AIM OF THE EXERCISE: A faithful copy is needed. Set down all of the data below exactly.

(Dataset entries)
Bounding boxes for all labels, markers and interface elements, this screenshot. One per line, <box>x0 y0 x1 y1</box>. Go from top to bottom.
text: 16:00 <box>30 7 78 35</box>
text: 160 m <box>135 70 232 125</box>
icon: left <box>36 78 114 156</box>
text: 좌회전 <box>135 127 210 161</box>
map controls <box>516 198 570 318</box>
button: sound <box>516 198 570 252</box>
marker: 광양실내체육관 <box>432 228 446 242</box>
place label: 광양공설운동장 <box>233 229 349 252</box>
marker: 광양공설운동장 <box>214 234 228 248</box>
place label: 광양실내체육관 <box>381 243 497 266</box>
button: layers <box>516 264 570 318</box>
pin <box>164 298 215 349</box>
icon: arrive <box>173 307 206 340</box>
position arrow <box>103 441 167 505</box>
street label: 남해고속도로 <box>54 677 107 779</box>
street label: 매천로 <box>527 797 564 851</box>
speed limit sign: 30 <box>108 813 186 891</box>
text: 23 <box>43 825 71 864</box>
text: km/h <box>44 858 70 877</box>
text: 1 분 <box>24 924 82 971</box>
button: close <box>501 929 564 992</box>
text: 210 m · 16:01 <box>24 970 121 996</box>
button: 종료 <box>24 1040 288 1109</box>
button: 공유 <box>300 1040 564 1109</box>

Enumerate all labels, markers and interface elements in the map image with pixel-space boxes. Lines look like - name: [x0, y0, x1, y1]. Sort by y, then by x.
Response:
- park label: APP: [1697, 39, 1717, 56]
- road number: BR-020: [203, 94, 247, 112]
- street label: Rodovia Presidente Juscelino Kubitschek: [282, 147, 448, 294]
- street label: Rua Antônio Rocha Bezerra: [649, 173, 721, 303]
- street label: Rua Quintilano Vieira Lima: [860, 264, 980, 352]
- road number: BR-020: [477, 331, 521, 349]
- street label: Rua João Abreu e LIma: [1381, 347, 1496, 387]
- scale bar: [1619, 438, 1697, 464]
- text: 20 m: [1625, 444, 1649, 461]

OUTPUT:
Bounding boxes for all labels, markers and interface elements, this screenshot. One per line, <box>x0 y0 x1 y1</box>. Go from top to bottom.
text: 16:00 <box>30 7 78 35</box>
text: 160 m <box>135 70 232 125</box>
icon: left <box>36 78 114 156</box>
text: 좌회전 <box>135 127 210 161</box>
map controls <box>516 198 570 318</box>
button: sound <box>516 198 570 252</box>
marker: 광양실내체육관 <box>432 228 446 242</box>
place label: 광양공설운동장 <box>233 229 349 252</box>
marker: 광양공설운동장 <box>214 234 228 248</box>
place label: 광양실내체육관 <box>381 243 497 266</box>
button: layers <box>516 264 570 318</box>
pin <box>164 298 215 349</box>
icon: arrive <box>173 307 206 340</box>
position arrow <box>103 441 167 505</box>
street label: 남해고속도로 <box>54 677 107 779</box>
street label: 매천로 <box>527 797 564 851</box>
speed limit sign: 30 <box>108 813 186 891</box>
text: 23 <box>43 825 71 864</box>
text: km/h <box>44 858 70 877</box>
text: 1 분 <box>24 924 82 971</box>
button: close <box>501 929 564 992</box>
text: 210 m · 16:01 <box>24 970 121 996</box>
button: 종료 <box>24 1040 288 1109</box>
button: 공유 <box>300 1040 564 1109</box>

Enumerate all labels, markers and interface elements in the map image with pixel-space boxes. Lines look like - name: [x0, y0, x1, y1]. Sort by y, then by x.
Response:
- park label: APP: [1697, 39, 1717, 56]
- road number: BR-020: [203, 94, 247, 112]
- street label: Rodovia Presidente Juscelino Kubitschek: [282, 147, 448, 294]
- street label: Rua Antônio Rocha Bezerra: [649, 173, 721, 303]
- street label: Rua Quintilano Vieira Lima: [860, 264, 980, 352]
- road number: BR-020: [477, 331, 521, 349]
- street label: Rua João Abreu e LIma: [1381, 347, 1496, 387]
- scale bar: [1619, 438, 1697, 464]
- text: 20 m: [1625, 444, 1649, 461]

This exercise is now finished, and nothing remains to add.